Let's look at why Microsoft would use these structs:
- Each struct,
Entry
and Enumerator
, represent single values.
- Speed
Entry
is never passed as a parameter outside of the Dictionary class. Further investigation shows that in order to satisfy implementation of IEnumerable, Dictionary uses the Enumerator
struct which it copies every time an enumerator is requested ...makes sense.
- Internal to the Dictionary class.
Enumerator
is public because Dictionary is enumerable and must have equal accessibility to the IEnumerator interface implementation - e.g. IEnumerator getter.
Update - In addition, realize that when a struct implements an interface - as Enumerator does - and is cast to that implemented type, the struct becomes a reference type and is moved to the heap. Internal to the Dictionary class, Enumerator is still a value type. However, as soon as a method calls GetEnumerator()
, a reference-type IEnumerator
is returned.
What we don't see here is any attempt or proof of requirement to keep structs immutable or maintaining an instance size of only 16 bytes or less:
- Nothing in the structs above is declared
readonly
- not immutable
- Size of these struct could be well over 16 bytes
Entry
has an undetermined lifetime (from Add()
, to Remove()
, Clear()
, or garbage collection);
And ...
4. Both structs store TKey and TValue, which we all know are quite capable of being reference types (added bonus info)
Hashed keys notwithstanding, dictionaries are fast in part because instancing a struct is quicker than a reference type. Here, I have a Dictionary<int, int>
that stores 300,000 random integers with sequentially incremented keys.
Capacity: 312874
MemSize: 2660827 bytes
Completed Resize: 5ms
Total time to fill: 889ms
Capacity: number of elements available before the internal array must be resized.
MemSize: determined by serializing the dictionary into a MemoryStream and getting a byte length (accurate enough for our purposes).
Completed Resize: the time it takes to resize the internal array from 150862 elements to 312874 elements. When you figure that each element is sequentially copied via Array.CopyTo()
, that ain't too shabby.
Total time to fill: admittedly skewed due to logging and an OnResize
event I added to the source; however, still impressive to fill 300k integers while resizing 15 times during the operation. Just out of curiosity, what would the total time to fill be if I already knew the capacity? 13ms
So, now, what if Entry
were a class? Would these times or metrics really differ that much?
Capacity: 312874
MemSize: 2660827 bytes
Completed Resize: 26ms
Total time to fill: 964ms
Obviously, the big difference is in resizing. Any difference if Dictionary is initialized with the Capacity? Not enough to be concerned with ... 12ms.
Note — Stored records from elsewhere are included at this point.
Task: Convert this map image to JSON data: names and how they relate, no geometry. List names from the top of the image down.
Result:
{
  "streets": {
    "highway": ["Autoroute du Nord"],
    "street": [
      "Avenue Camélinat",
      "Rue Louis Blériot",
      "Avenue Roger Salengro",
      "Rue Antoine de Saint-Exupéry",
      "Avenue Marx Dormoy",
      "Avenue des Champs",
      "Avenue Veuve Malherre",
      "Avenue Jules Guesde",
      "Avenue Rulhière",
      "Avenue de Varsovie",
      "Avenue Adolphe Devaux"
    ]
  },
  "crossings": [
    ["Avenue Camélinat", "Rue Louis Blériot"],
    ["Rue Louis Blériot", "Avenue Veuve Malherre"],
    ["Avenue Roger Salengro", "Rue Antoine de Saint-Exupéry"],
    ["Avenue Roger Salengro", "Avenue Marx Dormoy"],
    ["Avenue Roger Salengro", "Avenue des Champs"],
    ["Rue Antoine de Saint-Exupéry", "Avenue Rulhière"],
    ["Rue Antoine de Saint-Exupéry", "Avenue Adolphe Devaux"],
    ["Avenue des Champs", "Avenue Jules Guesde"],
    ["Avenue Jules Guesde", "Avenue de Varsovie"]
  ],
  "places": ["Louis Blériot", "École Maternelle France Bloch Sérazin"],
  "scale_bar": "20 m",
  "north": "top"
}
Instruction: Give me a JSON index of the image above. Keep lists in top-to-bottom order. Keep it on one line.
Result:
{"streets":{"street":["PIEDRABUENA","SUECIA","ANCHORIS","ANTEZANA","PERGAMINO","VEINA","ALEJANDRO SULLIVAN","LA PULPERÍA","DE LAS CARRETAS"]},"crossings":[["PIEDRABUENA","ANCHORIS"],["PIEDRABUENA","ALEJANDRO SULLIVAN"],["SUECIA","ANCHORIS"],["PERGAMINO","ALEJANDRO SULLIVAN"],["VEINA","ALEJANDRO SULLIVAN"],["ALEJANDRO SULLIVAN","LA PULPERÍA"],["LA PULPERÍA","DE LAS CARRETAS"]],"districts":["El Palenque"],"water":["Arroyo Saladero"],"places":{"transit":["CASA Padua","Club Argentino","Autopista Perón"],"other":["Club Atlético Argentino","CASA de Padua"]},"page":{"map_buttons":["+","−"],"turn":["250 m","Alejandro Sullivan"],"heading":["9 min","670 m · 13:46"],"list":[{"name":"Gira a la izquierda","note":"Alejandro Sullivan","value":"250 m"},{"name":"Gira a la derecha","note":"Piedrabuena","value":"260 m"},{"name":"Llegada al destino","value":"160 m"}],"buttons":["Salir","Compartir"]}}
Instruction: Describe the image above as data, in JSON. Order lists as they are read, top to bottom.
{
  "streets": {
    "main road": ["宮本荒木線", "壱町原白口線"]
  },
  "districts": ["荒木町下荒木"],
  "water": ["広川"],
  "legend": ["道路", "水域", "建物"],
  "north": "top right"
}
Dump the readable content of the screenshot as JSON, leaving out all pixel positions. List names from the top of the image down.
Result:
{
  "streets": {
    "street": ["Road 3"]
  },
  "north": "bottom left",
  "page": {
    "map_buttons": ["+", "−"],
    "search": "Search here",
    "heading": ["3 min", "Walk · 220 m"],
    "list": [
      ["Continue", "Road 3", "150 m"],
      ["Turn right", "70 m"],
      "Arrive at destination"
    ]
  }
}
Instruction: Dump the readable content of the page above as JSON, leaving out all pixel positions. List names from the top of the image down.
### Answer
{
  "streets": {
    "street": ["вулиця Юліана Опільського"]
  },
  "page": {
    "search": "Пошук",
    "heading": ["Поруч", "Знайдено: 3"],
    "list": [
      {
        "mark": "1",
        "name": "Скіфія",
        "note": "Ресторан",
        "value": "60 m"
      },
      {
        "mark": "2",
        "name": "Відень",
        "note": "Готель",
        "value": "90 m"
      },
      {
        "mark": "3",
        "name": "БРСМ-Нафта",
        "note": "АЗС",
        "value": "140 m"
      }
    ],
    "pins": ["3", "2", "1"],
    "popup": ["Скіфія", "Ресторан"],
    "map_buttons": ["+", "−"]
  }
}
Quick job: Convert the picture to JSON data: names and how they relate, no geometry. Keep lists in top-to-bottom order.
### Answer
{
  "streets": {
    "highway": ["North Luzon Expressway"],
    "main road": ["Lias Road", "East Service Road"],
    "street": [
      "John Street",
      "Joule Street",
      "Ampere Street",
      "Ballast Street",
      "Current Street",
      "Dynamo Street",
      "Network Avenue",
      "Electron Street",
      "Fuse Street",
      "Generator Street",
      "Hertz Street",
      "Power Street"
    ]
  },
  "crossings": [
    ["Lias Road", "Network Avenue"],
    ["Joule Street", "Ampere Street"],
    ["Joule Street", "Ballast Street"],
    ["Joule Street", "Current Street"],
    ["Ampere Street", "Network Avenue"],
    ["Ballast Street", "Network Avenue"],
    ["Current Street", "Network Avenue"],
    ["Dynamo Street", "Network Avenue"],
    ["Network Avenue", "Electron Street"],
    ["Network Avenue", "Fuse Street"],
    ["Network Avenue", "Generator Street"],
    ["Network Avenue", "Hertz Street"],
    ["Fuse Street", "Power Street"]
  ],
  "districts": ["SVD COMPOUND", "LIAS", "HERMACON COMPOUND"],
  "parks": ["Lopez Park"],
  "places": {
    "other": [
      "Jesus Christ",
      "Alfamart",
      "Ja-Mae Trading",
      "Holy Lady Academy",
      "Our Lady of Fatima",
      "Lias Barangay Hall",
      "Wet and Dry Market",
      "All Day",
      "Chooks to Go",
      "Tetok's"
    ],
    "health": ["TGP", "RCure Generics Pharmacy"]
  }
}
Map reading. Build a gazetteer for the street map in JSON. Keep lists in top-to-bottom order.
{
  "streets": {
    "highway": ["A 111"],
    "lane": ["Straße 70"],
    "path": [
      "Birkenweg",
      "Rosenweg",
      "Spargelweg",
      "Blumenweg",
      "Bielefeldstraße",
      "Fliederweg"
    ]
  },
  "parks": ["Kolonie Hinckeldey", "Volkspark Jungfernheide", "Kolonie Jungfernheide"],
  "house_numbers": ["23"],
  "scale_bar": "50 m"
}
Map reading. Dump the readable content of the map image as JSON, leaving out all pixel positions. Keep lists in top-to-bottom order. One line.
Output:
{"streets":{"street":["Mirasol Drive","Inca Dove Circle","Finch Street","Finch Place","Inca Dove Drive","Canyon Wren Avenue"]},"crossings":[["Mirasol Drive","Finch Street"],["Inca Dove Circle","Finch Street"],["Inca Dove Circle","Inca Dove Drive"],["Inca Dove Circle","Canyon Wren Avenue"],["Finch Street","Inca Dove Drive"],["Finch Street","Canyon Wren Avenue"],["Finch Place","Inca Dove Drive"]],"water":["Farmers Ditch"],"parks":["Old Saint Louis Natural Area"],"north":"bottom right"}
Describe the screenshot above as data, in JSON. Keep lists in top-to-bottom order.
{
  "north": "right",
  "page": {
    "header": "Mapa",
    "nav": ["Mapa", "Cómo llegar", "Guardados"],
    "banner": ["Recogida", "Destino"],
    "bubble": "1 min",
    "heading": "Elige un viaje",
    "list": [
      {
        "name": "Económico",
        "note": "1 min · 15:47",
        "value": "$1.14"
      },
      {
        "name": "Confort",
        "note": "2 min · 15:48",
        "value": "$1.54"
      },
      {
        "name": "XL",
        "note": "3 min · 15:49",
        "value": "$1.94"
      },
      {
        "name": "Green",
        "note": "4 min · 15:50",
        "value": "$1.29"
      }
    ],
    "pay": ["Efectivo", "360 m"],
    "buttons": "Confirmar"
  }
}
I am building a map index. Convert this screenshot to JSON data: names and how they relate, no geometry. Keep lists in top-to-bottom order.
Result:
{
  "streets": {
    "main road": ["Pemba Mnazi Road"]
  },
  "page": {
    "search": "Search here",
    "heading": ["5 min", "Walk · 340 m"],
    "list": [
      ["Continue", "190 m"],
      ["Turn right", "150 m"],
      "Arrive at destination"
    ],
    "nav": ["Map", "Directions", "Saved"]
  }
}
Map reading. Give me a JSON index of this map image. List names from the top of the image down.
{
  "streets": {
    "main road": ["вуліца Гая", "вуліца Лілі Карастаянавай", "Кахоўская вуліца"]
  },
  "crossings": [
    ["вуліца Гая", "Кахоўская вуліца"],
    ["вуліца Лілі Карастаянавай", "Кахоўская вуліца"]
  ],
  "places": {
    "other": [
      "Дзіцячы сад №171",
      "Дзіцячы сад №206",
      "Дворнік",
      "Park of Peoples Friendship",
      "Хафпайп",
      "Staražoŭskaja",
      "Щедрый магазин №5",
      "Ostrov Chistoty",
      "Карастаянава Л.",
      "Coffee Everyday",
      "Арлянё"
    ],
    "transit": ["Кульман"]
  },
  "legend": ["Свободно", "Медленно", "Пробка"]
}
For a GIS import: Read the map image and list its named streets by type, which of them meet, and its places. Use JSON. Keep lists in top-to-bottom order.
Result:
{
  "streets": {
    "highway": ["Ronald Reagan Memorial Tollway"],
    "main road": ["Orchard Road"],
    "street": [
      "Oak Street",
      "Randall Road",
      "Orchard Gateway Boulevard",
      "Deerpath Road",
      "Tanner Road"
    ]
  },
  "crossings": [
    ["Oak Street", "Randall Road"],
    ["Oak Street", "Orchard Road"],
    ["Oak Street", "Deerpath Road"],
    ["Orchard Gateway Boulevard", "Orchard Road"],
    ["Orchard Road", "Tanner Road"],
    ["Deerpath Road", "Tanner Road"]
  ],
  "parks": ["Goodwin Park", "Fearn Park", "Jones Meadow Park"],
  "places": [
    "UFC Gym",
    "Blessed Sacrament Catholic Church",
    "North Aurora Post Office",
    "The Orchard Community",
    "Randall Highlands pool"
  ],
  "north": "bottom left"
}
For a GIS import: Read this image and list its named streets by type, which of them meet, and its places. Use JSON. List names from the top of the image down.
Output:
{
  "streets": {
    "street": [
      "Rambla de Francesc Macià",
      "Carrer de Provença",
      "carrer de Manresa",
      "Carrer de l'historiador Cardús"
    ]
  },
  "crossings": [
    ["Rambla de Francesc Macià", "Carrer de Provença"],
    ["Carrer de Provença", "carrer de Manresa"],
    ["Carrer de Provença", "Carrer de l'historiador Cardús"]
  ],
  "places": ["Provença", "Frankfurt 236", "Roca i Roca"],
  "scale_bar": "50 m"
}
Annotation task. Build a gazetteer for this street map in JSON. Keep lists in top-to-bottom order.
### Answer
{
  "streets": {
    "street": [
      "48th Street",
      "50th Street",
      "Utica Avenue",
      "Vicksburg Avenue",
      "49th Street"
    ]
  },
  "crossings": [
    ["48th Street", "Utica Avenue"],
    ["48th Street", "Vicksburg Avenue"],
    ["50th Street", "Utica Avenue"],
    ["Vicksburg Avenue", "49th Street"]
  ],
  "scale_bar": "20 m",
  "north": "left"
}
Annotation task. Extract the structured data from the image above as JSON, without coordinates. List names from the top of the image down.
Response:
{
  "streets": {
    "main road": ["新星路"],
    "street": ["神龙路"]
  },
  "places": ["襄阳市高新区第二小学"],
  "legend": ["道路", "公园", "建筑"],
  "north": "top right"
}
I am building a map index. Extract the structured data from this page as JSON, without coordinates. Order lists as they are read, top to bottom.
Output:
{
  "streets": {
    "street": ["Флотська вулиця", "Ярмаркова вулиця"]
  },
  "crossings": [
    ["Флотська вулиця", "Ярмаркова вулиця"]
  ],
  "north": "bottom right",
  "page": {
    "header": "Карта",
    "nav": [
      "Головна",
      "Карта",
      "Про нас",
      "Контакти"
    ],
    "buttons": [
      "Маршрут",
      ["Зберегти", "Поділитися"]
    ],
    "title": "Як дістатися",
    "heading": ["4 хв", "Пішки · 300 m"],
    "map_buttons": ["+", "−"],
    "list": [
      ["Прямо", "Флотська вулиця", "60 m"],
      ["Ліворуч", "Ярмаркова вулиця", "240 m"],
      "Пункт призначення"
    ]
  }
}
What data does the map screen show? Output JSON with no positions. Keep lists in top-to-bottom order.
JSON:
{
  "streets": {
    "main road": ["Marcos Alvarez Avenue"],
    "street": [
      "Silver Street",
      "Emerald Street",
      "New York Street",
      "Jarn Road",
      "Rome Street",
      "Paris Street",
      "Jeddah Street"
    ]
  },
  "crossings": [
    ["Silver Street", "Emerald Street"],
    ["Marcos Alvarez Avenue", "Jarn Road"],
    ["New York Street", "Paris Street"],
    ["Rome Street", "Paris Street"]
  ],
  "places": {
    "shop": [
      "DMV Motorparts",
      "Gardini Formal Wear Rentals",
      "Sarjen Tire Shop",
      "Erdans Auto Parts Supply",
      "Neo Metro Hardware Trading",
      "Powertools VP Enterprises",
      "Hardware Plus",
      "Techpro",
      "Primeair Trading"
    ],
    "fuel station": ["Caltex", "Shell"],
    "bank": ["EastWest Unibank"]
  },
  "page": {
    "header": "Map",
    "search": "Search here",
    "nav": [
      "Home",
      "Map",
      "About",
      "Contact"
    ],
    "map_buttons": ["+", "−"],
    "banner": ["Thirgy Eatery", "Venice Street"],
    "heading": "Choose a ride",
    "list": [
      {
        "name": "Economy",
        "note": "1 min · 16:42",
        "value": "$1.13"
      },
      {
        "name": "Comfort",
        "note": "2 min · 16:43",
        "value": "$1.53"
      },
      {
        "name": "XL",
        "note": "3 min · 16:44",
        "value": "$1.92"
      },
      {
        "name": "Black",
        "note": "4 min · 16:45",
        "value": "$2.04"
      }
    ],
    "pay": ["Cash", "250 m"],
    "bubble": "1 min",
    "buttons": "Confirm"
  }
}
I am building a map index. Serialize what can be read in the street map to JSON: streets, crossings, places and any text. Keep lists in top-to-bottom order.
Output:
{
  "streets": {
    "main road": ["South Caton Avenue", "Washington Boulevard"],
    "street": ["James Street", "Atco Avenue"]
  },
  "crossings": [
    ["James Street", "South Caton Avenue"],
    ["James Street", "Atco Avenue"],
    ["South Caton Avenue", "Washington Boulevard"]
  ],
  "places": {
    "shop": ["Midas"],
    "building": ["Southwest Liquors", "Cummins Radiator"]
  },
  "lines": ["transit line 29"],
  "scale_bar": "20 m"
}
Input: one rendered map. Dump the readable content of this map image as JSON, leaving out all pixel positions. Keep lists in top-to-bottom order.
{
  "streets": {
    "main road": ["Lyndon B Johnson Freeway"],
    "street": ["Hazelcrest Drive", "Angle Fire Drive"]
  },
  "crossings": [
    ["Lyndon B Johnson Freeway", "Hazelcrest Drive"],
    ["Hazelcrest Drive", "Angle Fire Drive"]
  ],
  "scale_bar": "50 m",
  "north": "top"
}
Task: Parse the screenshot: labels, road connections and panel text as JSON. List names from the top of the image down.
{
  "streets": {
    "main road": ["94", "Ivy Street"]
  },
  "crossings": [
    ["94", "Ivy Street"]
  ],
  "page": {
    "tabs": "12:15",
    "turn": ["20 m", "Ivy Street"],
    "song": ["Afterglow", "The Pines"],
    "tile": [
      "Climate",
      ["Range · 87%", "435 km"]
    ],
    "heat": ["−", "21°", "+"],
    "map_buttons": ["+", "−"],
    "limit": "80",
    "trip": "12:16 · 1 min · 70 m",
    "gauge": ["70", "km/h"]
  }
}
What happens is, because Entry
is a struct, it does not require initialization like a reference type. This is both the beauty and the bane of the value type. In order to use Entry
as a reference type, I had to insert the following code:
/*
* Added to satisfy initialization of entry elements --
* this is where the extra time is spent resizing the Entry array
* **/
for (int i = 0 ; i < prime ; i++)
{
destinationArray[i] = new Entry( );
}
/* *********************************************** */
The reason I had to initialize each array element of Entry
as a reference type can be found at MSDN: Structure Design. In short:
Do not provide a default constructor for a structure.
If a structure defines a default constructor, when arrays of the
structure are created, the common language runtime automatically
executes the default constructor on each array element.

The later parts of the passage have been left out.